◆ Work to complete
The copy you give must match the lines from the top of the data through the line containing "filter:drop-shadow(0 0 3px" exactly, and it must hold no pictures.
** Opening Records provided block **
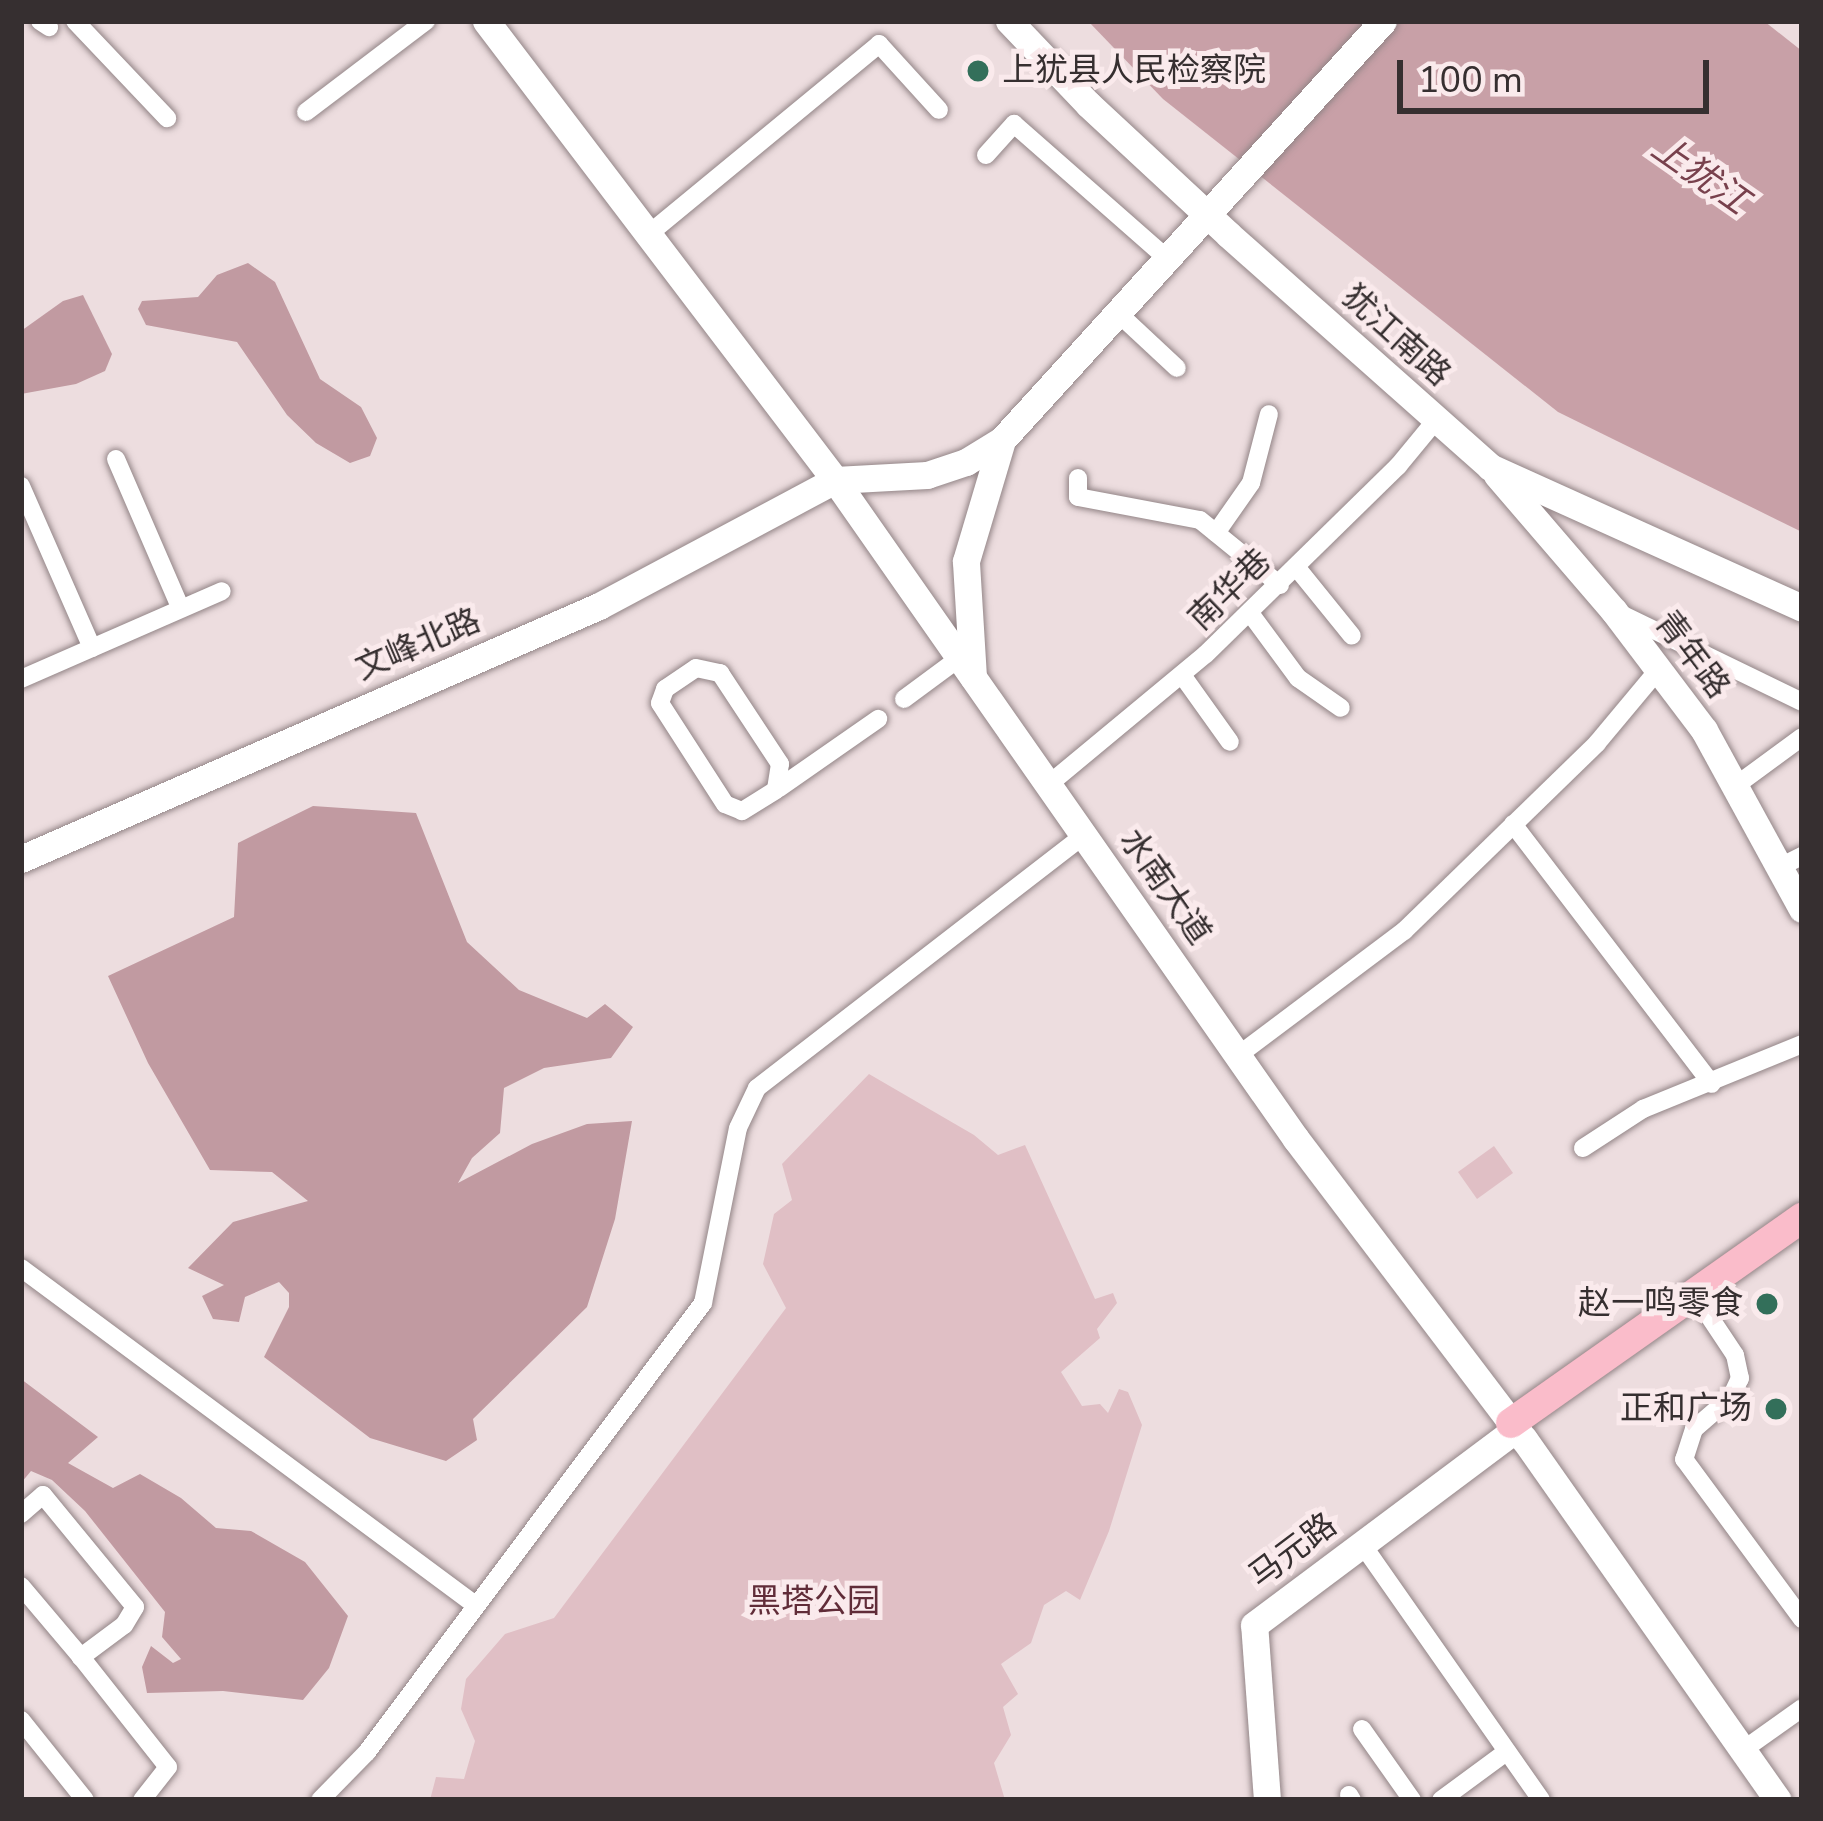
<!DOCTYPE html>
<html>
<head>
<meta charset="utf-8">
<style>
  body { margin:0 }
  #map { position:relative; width:1823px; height:1821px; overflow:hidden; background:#eddddf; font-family:"Nunito Sans","Noto Sans SC",sans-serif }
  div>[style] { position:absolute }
  .green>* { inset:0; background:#e0bfc5 }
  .forest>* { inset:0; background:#c19aa1 }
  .water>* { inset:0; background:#c8a0a7 }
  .roads { filter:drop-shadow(0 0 3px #938587) drop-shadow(0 0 3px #938587) }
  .street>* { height:18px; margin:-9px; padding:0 9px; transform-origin:9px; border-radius:9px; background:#fff }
  .secondary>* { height:27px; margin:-13.5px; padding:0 13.5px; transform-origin:13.5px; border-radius:13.5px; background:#fff }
  .primary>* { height:30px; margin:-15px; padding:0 15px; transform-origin:15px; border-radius:15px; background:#fabcca }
  .dots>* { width:33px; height:33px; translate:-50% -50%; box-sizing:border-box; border:6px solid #faeaec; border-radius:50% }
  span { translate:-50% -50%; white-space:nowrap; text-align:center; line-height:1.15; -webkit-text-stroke:10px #faeaec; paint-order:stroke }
  .poi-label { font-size:33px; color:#362f30 }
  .left { translate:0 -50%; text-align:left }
  .right { translate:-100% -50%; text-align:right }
  .street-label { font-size:33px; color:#362f30 }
  .park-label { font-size:33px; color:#602c38 }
  .water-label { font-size:36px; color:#78414d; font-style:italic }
  .frame { position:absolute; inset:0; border:24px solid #362f30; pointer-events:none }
  .scale { position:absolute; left:1397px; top:60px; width:312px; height:54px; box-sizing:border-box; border:6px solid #362f30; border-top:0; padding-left:15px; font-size:36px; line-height:42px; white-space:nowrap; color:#362f30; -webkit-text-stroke:9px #faeaec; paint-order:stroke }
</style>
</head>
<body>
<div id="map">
  <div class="green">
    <i style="clip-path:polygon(869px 1074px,974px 1135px,998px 1155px,1025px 1145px,1095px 1299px,1113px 1293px,1117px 1303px,1097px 1329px,1100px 1338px,1061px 1372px,1082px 1406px,1100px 1404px,1108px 1413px,1119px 1389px,1128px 1392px,1142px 1425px,1109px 1531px,1080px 1600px,1066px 1591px,1044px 1605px,1031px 1643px,1001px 1664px,1018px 1694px,1003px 1707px,1011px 1735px,994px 1763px,1005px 1800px,430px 1800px,436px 1777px,464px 1779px,475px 1741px,461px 1709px,466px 1679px,505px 1634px,554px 1618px,786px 1308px,763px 1264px,774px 1214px,792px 1200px,782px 1164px)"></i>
    <i style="clip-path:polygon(1494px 1146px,1513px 1173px,1477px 1199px,1458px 1172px)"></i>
  </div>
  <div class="forest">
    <i style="clip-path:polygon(248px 263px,275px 282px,320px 379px,361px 407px,377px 438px,370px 456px,350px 463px,316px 443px,287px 415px,237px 342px,146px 325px,138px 309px,142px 301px,198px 297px,217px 275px)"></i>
    <i style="clip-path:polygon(83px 295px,112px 354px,105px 371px,76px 384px,21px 394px,21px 331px,63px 301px)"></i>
    <i style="clip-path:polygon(313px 806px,416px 813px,467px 942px,519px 990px,587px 1018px,605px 1004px,633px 1027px,611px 1058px,544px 1068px,504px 1088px,500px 1133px,472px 1158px,458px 1183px,532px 1144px,587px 1124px,632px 1121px,615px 1219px,587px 1307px,473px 1419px,477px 1440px,446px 1461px,370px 1438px,264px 1357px,289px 1307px,289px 1293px,279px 1282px,245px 1297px,239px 1322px,213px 1319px,202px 1296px,224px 1285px,188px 1268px,233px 1222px,308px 1201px,272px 1172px,210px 1170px,148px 1063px,108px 976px,234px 917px,238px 843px)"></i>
    <i style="clip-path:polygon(21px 1379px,98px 1437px,68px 1463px,113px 1488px,140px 1474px,181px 1498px,216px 1528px,251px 1531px,305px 1562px,348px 1616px,329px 1668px,303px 1700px,223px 1691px,147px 1693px,142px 1667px,151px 1646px,173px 1663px,181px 1659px,162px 1637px,165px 1612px,85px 1511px,52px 1480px,31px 1471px,21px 1483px)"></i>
  </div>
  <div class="water">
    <i style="clip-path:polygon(1088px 21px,1764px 21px,1802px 51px,1802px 532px,1558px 412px,1163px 99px)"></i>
  </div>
  <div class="roads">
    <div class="street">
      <i style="left:40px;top:21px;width:11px;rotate:34deg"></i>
      <i style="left:75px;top:21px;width:134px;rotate:46.5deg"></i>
      <i style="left:306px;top:112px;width:151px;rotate:-37.2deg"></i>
      <i style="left:986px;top:155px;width:42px;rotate:-47.9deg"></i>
      <i style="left:1014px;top:124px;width:206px;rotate:41.3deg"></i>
      <i style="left:650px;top:233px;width:297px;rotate:-39.5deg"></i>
      <i style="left:879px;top:44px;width:89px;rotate:47.7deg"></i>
      <i style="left:1119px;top:314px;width:79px;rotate:43deg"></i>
      <i style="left:116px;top:459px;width:163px;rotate:66.6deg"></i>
      <i style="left:1078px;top:478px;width:19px;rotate:90deg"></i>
      <i style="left:1078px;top:497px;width:124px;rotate:10.7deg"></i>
      <i style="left:1200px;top:520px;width:103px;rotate:39.1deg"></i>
      <i style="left:21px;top:486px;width:177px;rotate:66.3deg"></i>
      <i style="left:1216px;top:533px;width:61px;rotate:-55deg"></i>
      <i style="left:1251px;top:483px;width:71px;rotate:-75.4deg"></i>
      <i style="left:1297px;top:568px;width:87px;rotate:51deg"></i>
      <i style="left:1250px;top:613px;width:81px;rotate:53.6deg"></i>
      <i style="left:1298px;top:678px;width:52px;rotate:34.9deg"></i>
      <i style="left:1619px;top:613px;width:203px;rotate:25.9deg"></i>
      <i style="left:696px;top:668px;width:25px;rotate:12deg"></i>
      <i style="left:720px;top:673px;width:109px;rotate:56.6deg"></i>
      <i style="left:780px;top:764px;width:26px;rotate:99deg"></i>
      <i style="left:776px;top:790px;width:40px;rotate:148deg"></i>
      <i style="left:742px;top:811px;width:18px;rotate:-158deg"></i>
      <i style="left:725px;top:804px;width:120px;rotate:-122.8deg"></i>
      <i style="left:660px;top:703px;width:15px;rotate:-70deg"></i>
      <i style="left:665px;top:689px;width:37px;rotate:-34deg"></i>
      <i style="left:1182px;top:675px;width:82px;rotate:54.4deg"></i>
      <i style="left:21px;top:679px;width:219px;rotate:-23.6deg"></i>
      <i style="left:904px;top:699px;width:67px;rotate:-36.5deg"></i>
      <i style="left:1738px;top:784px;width:79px;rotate:-36.3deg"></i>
      <i style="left:1048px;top:785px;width:205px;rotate:-39.7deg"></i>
      <i style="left:1206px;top:654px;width:269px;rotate:-44.4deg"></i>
      <i style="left:1398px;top:466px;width:60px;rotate:-50.4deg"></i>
      <i style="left:779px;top:788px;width:121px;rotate:-34.9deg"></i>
      <i style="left:1513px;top:824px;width:327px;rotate:52.6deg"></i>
      <i style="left:1780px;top:867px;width:25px;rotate:-27deg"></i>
      <i style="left:1240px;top:1054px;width:205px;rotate:-36.9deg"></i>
      <i style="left:1404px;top:931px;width:269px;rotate:-44.2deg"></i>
      <i style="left:1597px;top:743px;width:95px;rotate:-50.1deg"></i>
      <i style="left:1583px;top:1148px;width:72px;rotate:-33deg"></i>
      <i style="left:1643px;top:1109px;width:172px;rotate:-22.2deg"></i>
      <i style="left:21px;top:1268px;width:564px;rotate:36.57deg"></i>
      <i style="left:1705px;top:1310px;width:54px;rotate:56.3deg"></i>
      <i style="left:1735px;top:1355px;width:24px;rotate:78deg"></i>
      <i style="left:1740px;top:1378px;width:21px;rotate:115deg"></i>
      <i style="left:1731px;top:1397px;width:49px;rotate:139.1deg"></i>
      <i style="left:1694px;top:1429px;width:32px;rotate:108deg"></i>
      <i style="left:1684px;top:1459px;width:199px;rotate:53.6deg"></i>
      <i style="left:21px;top:1514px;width:29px;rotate:-41deg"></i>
      <i style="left:43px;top:1495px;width:145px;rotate:50.6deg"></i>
      <i style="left:135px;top:1607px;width:21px;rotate:121deg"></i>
      <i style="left:124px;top:1625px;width:54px;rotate:143.3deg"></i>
      <i style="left:81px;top:1657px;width:140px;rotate:51.7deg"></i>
      <i style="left:168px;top:1767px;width:42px;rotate:128.2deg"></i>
      <i style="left:1362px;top:1544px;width:312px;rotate:55deg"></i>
      <i style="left:21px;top:1586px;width:93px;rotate:49.8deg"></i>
      <i style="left:21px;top:1720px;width:102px;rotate:51.3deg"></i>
      <i style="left:1362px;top:1729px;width:87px;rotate:54.8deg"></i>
      <i style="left:1743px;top:1750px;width:72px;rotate:-35.4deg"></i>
      <i style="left:1349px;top:1795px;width:6px;rotate:59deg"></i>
      <i style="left:320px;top:1800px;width:67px;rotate:-45.6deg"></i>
      <i style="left:367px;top:1752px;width:561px;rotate:-53.19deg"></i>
      <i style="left:703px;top:1303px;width:178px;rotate:-78.7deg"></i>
      <i style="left:738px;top:1128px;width:44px;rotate:-64.6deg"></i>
      <i style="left:757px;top:1088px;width:413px;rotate:-37.7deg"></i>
      <i style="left:1441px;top:1800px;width:81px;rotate:-36.4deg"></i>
    </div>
    <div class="secondary">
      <i style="left:486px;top:21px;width:577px;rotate:52.75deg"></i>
      <i style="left:835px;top:480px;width:804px;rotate:55.03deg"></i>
      <i style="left:1296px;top:1139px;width:377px;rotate:52.8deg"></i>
      <i style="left:1524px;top:1439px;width:441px;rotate:54.9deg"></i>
      <i style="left:1009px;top:21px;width:115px;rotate:46.4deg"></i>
      <i style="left:1088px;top:104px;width:192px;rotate:42.9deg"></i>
      <i style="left:1229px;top:235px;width:349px;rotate:41.6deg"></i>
      <i style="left:1490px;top:467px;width:342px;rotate:24.3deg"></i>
      <i style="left:1497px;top:475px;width:179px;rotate:49.3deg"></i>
      <i style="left:1614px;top:611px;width:149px;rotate:52.9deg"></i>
      <i style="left:1704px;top:730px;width:204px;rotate:61.3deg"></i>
      <i style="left:973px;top:677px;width:116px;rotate:-93.5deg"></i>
      <i style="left:966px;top:561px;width:126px;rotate:-73.4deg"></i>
      <i style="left:21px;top:859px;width:631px;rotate:-23.64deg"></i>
      <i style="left:599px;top:606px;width:268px;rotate:-28.1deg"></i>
      <i style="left:835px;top:480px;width:92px;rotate:-3.1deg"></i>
      <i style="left:927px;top:475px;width:41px;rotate:-18.4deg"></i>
      <i style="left:966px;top:462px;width:42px;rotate:-31.4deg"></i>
      <i style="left:1002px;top:440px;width:566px;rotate:-47.72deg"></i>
      <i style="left:1267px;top:1800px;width:175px;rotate:-94.2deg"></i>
      <i style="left:1254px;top:1625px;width:327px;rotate:-36.8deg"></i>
    </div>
    <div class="primary">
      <i style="left:1511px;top:1423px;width:356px;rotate:-35.2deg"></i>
    </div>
  </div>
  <div class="dots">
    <i style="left:978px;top:71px;background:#336f5a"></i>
    <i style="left:1767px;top:1304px;background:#336f5a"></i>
    <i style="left:1776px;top:1409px;background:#336f5a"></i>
  </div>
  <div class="poi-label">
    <span class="left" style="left:1002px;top:71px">上犹县人民检察院</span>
    <span class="right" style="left:1743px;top:1304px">赵一鸣零食</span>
    <span class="right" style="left:1752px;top:1409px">正和广场</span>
  </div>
  <div class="street-label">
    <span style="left:1396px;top:336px;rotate:42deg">犹江南路</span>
    <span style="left:1230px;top:590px;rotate:-44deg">南华巷</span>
    <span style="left:418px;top:645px;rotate:-23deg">文峰北路</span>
    <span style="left:1692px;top:655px;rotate:53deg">青年路</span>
    <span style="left:1165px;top:887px;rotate:55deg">水南大道</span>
    <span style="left:1293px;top:1551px;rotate:-37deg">马元路</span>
  </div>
  <div class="park-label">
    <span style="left:814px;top:1602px">黑塔公园</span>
  </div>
  <div class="water-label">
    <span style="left:1700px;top:175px;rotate:35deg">上犹江</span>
  </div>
  <div class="frame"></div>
  <div class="scale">100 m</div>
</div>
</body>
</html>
** Closing Records provided block **
◆ Exercise solution
<!DOCTYPE html>
<html>
<head>
<meta charset="utf-8">
<style>
  body { margin:0 }
  #map { position:relative; width:1823px; height:1821px; overflow:hidden; background:#eddddf; font-family:"Nunito Sans","Noto Sans SC",sans-serif }
  div>[style] { position:absolute }
  .green>* { inset:0; background:#e0bfc5 }
  .forest>* { inset:0; background:#c19aa1 }
  .water>* { inset:0; background:#c8a0a7 }
  .roads { filter:drop-shadow(0 0 3px #938587) drop-shadow(0 0 3px #938587) }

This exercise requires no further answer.